→ Given information:

- - - - -

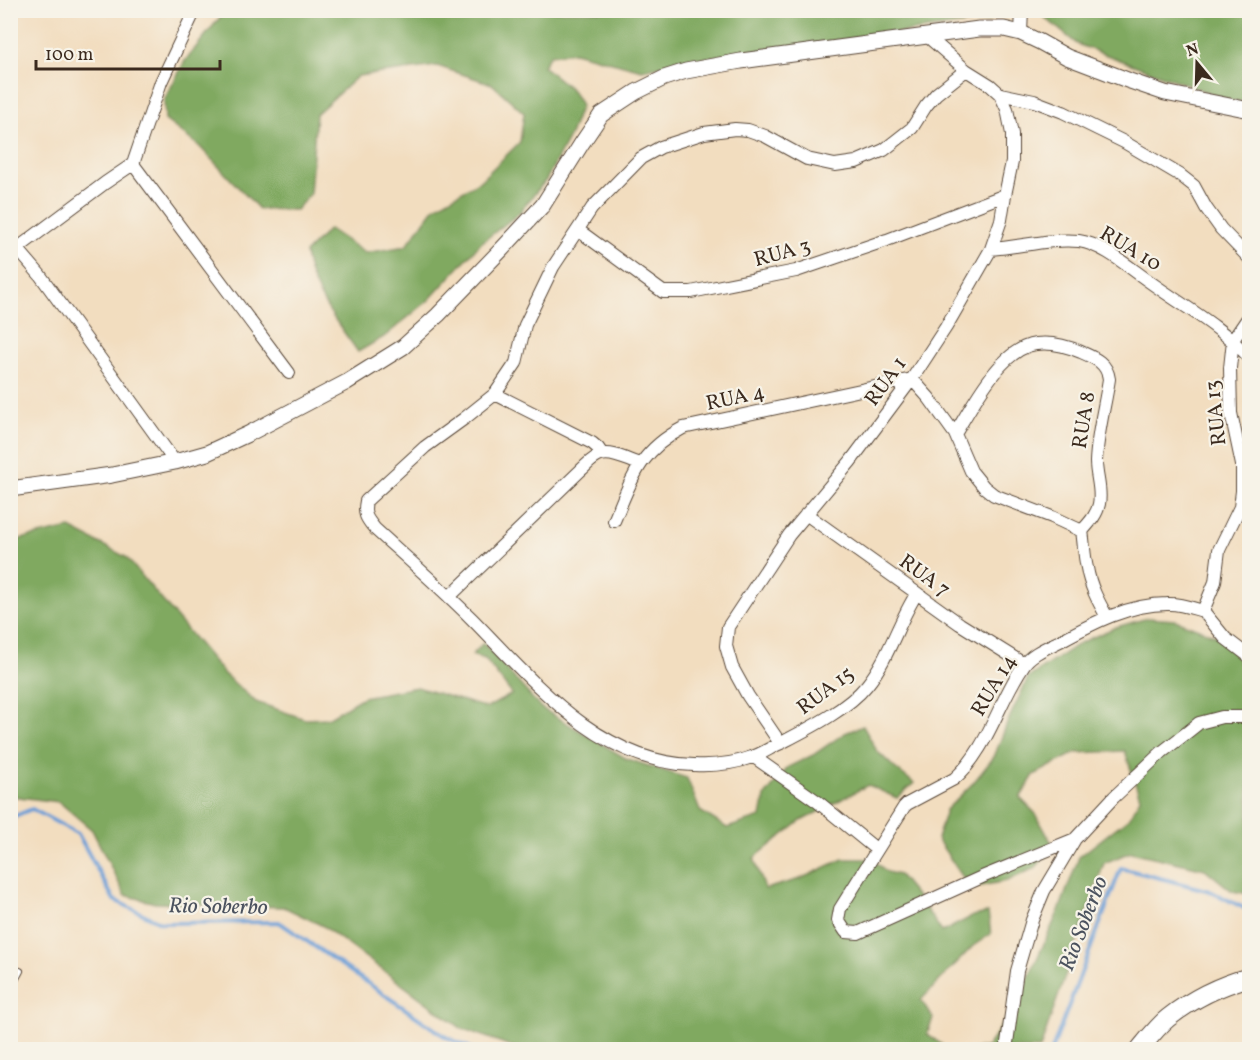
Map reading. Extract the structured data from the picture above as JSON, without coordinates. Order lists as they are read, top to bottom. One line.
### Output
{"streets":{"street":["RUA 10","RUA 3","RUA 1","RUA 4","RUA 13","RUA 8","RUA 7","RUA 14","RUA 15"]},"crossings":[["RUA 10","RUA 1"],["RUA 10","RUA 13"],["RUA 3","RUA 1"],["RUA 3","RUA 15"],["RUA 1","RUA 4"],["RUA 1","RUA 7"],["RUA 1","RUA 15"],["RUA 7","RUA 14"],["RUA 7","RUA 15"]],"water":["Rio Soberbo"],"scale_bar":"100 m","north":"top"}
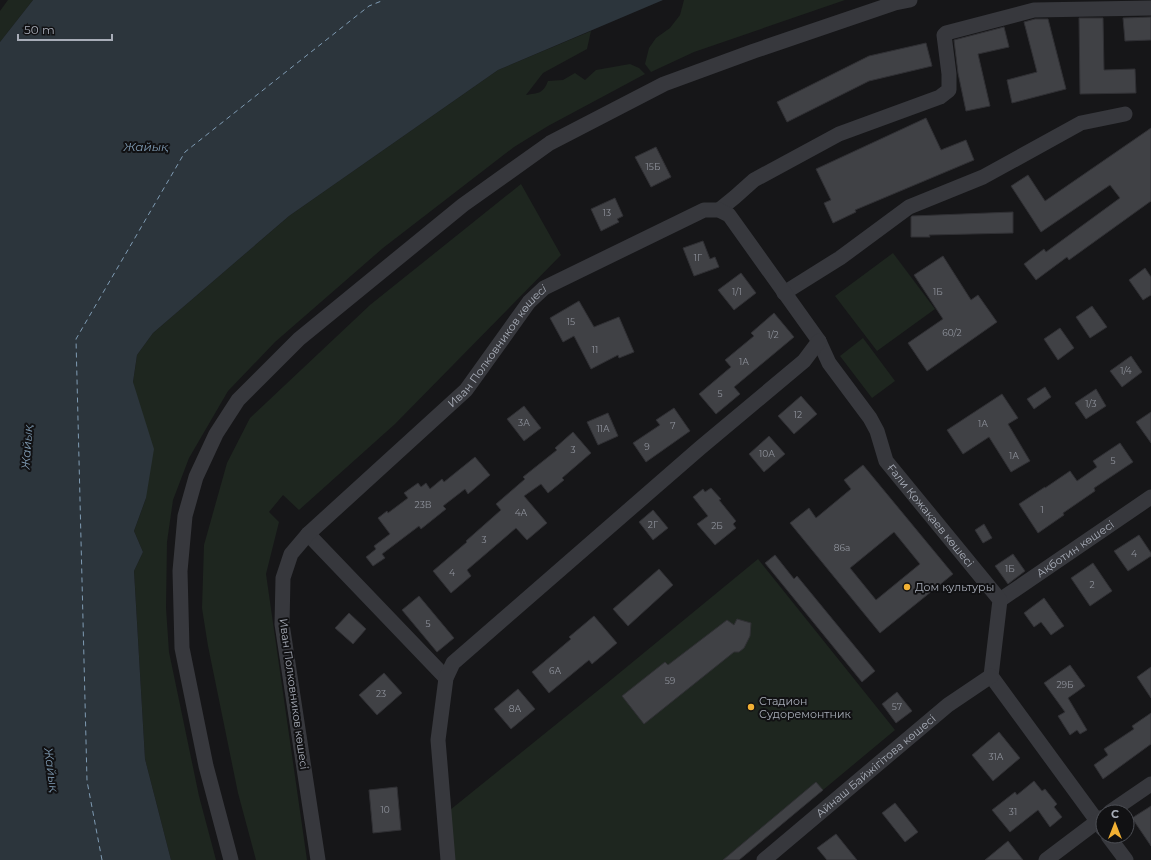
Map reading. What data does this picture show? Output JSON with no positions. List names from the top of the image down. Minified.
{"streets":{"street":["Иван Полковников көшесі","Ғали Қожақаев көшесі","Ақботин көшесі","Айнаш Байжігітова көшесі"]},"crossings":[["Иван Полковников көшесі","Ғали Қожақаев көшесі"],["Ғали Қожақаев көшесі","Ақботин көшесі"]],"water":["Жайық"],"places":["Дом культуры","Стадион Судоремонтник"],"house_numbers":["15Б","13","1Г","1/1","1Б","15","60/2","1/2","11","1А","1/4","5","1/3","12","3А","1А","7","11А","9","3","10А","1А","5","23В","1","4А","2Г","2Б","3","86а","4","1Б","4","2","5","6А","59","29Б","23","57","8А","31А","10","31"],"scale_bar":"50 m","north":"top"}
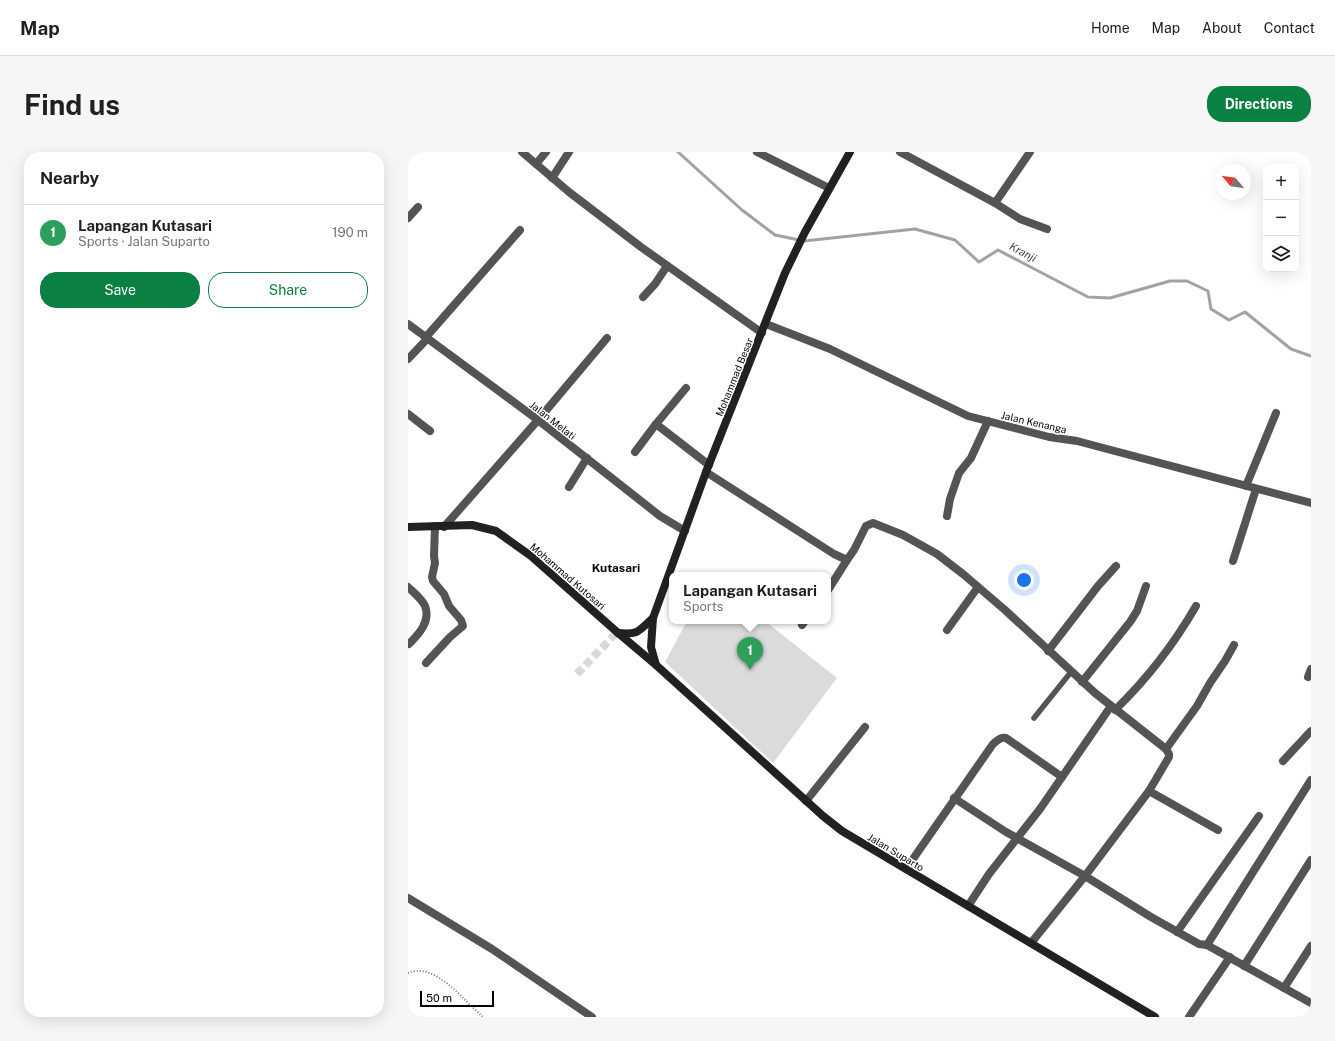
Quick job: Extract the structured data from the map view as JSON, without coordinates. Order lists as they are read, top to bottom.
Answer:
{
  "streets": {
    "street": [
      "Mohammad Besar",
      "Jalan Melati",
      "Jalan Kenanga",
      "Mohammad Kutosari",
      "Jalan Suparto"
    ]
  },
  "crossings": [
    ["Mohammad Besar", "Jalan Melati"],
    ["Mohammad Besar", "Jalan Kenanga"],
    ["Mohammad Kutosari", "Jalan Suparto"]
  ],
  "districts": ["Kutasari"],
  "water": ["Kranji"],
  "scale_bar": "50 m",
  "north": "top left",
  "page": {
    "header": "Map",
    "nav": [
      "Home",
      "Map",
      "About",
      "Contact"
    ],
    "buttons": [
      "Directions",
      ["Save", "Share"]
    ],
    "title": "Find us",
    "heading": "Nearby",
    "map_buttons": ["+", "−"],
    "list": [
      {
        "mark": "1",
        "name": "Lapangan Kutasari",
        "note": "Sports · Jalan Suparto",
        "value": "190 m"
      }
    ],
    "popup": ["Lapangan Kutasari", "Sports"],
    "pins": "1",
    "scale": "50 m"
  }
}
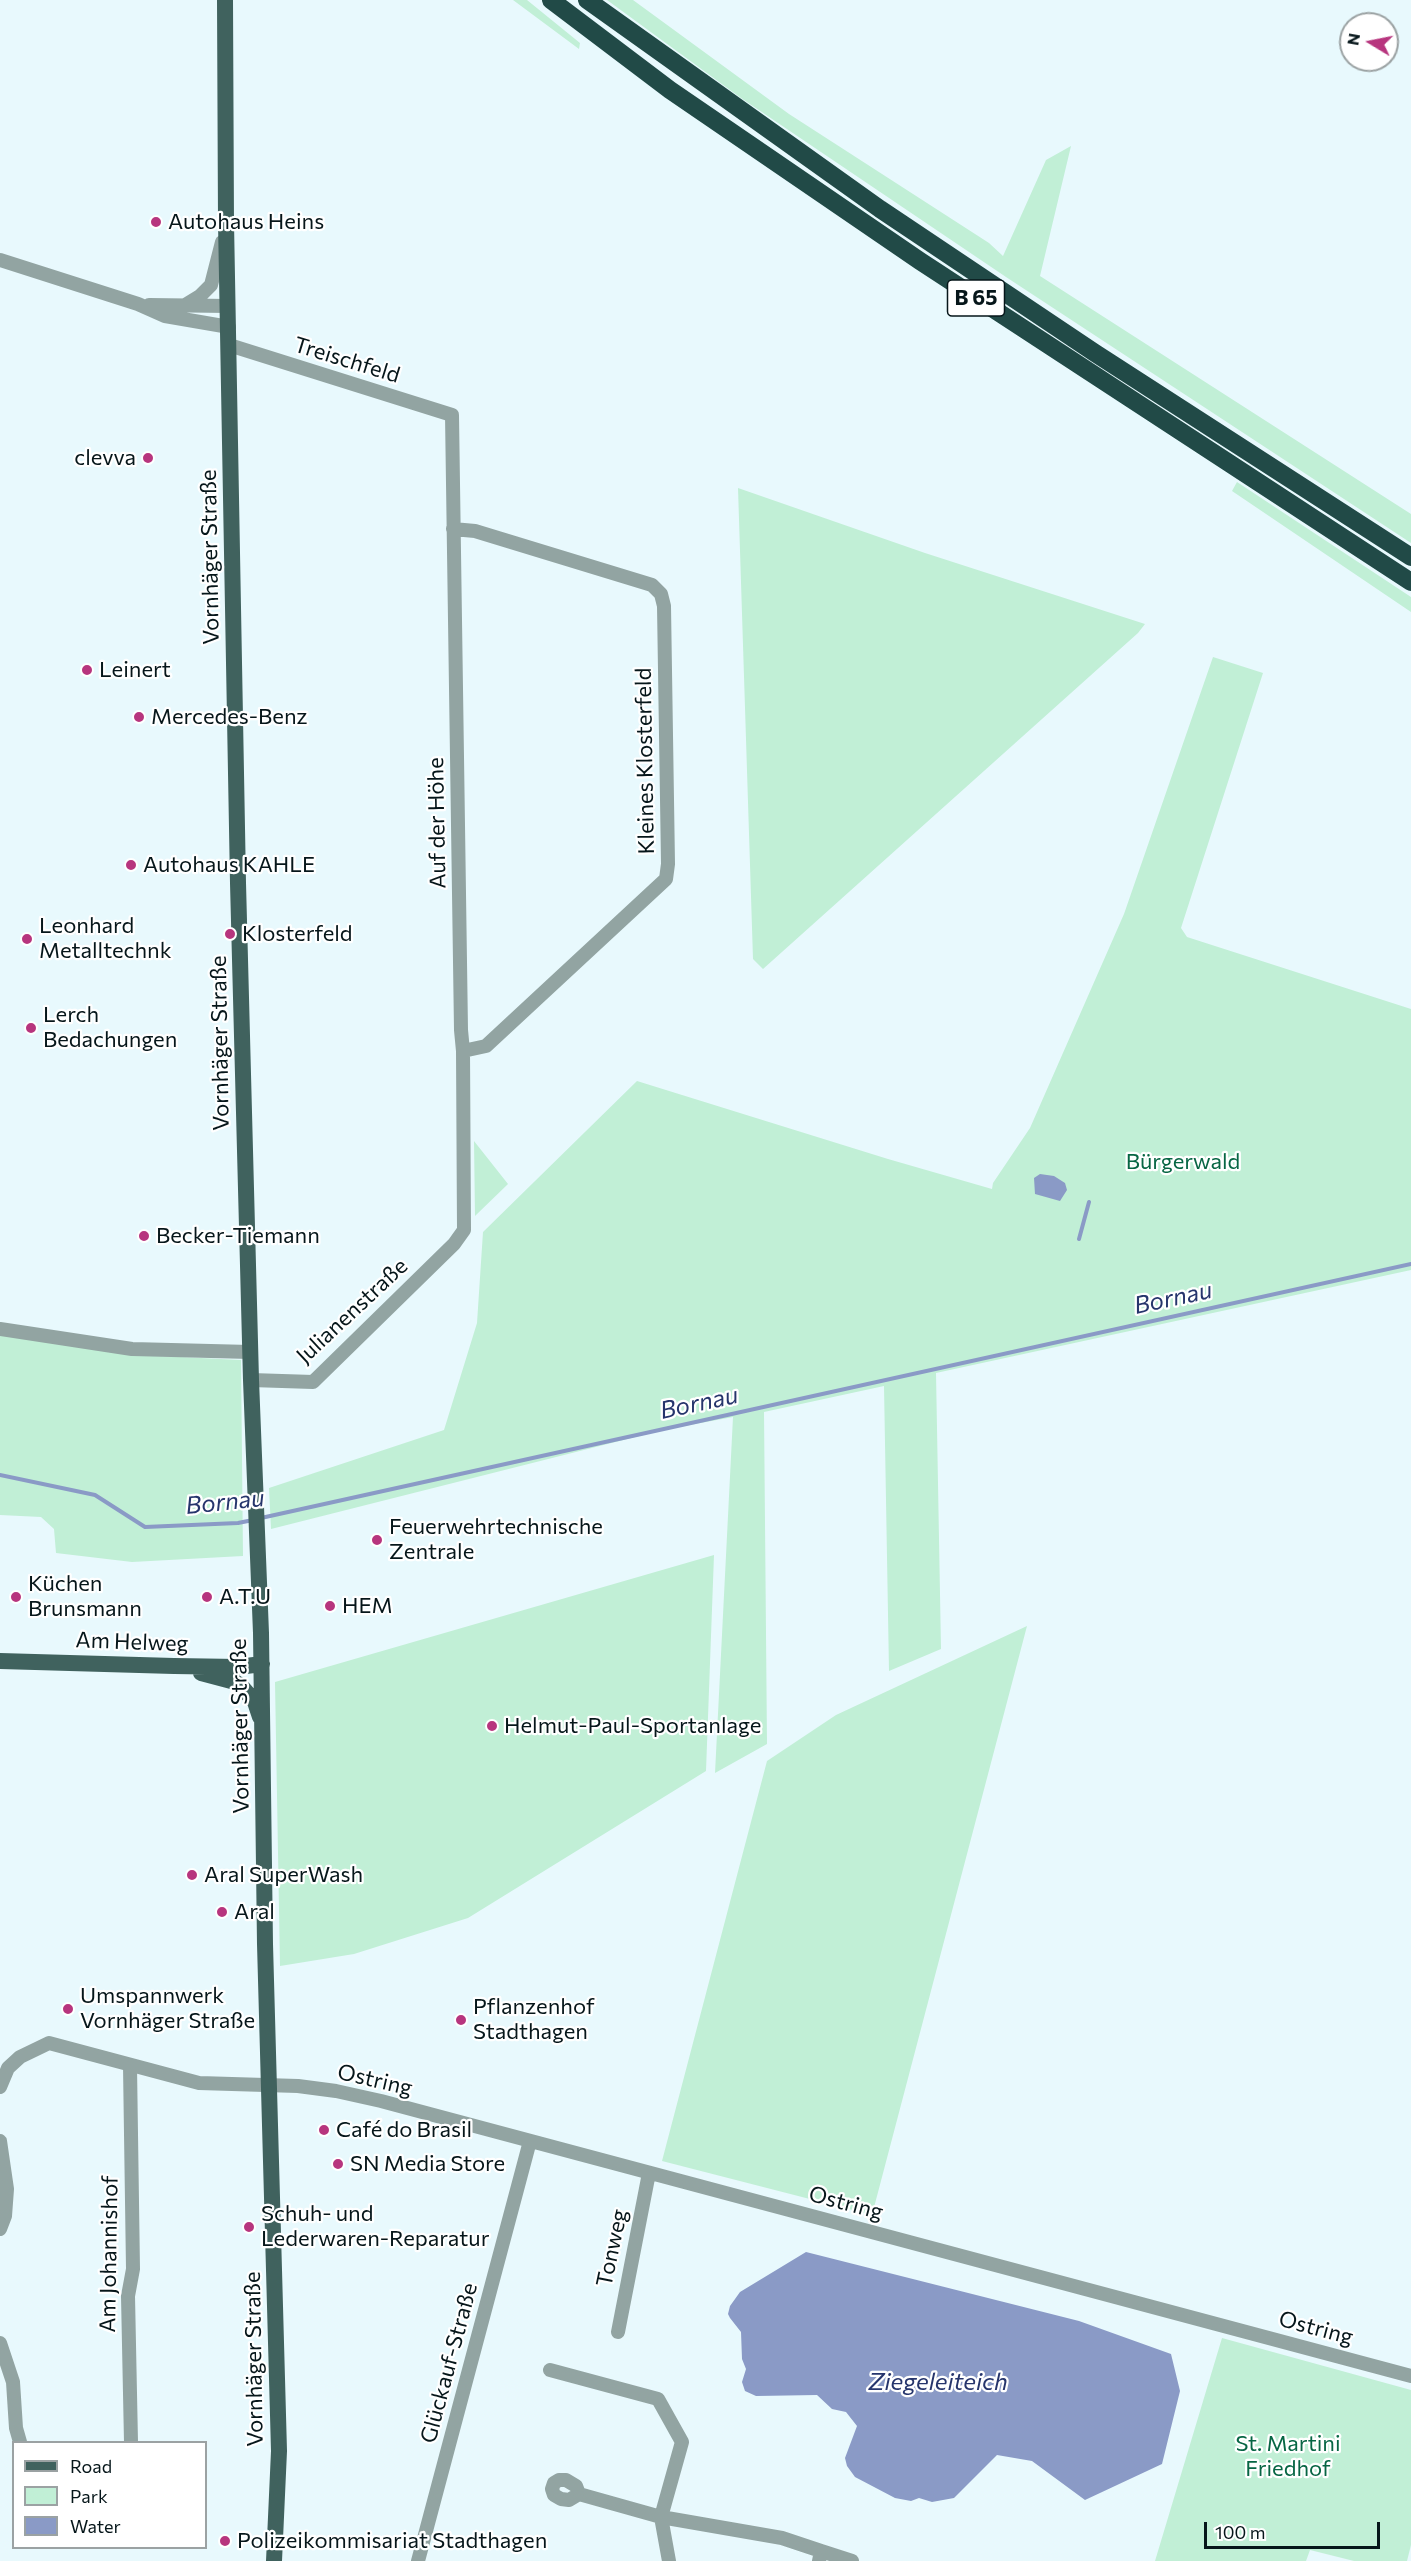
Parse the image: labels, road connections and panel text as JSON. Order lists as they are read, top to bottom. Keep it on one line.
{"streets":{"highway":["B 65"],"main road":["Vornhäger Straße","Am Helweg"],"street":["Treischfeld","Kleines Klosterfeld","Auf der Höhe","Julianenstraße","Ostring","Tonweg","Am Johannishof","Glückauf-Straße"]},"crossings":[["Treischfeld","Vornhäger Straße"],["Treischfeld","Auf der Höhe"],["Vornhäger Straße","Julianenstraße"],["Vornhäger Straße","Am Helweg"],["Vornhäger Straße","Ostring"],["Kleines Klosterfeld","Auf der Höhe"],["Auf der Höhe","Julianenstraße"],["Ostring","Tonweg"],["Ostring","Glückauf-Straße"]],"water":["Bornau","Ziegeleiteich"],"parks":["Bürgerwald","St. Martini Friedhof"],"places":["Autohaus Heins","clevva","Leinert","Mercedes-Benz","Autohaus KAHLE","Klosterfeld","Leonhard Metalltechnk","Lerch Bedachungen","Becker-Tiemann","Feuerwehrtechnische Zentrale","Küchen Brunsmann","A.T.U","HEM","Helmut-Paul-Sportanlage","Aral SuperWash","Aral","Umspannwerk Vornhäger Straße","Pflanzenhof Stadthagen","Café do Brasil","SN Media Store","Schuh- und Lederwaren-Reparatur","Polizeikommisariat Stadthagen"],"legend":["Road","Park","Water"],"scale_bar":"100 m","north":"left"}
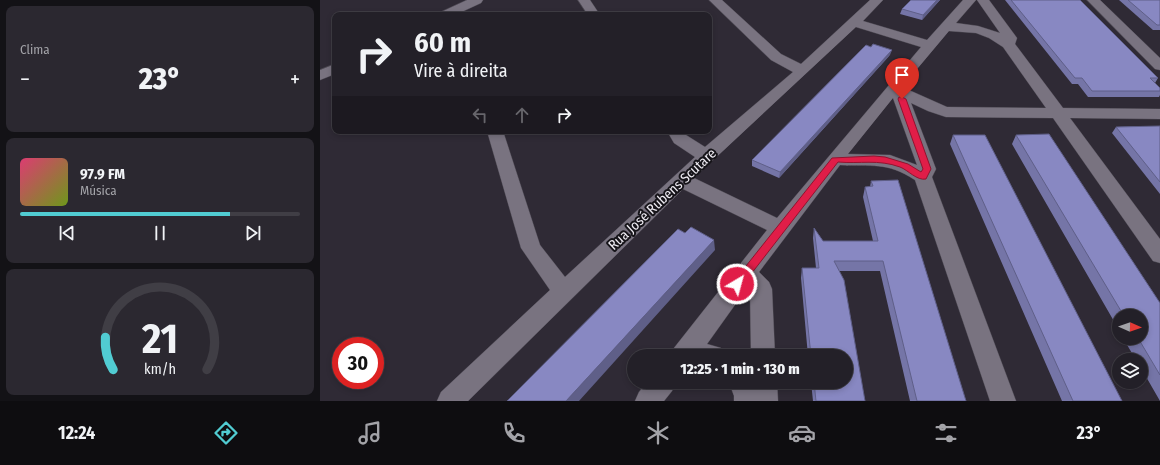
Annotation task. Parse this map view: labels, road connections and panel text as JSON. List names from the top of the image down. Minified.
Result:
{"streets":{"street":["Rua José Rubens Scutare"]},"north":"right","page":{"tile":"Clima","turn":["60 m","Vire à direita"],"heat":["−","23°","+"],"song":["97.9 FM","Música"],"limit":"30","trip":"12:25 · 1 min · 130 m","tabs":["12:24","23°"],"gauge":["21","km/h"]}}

- - - - -

If a line in the data above holds the string "without", report that line.

Map reading. Extract the structured data from the picture above as JSON, without coordinates. Order lists as they are read, top to bottom. One line.
Quick job: Extract the structured data from the map view as JSON, without coordinates. Order lists as they are read, top to bottom.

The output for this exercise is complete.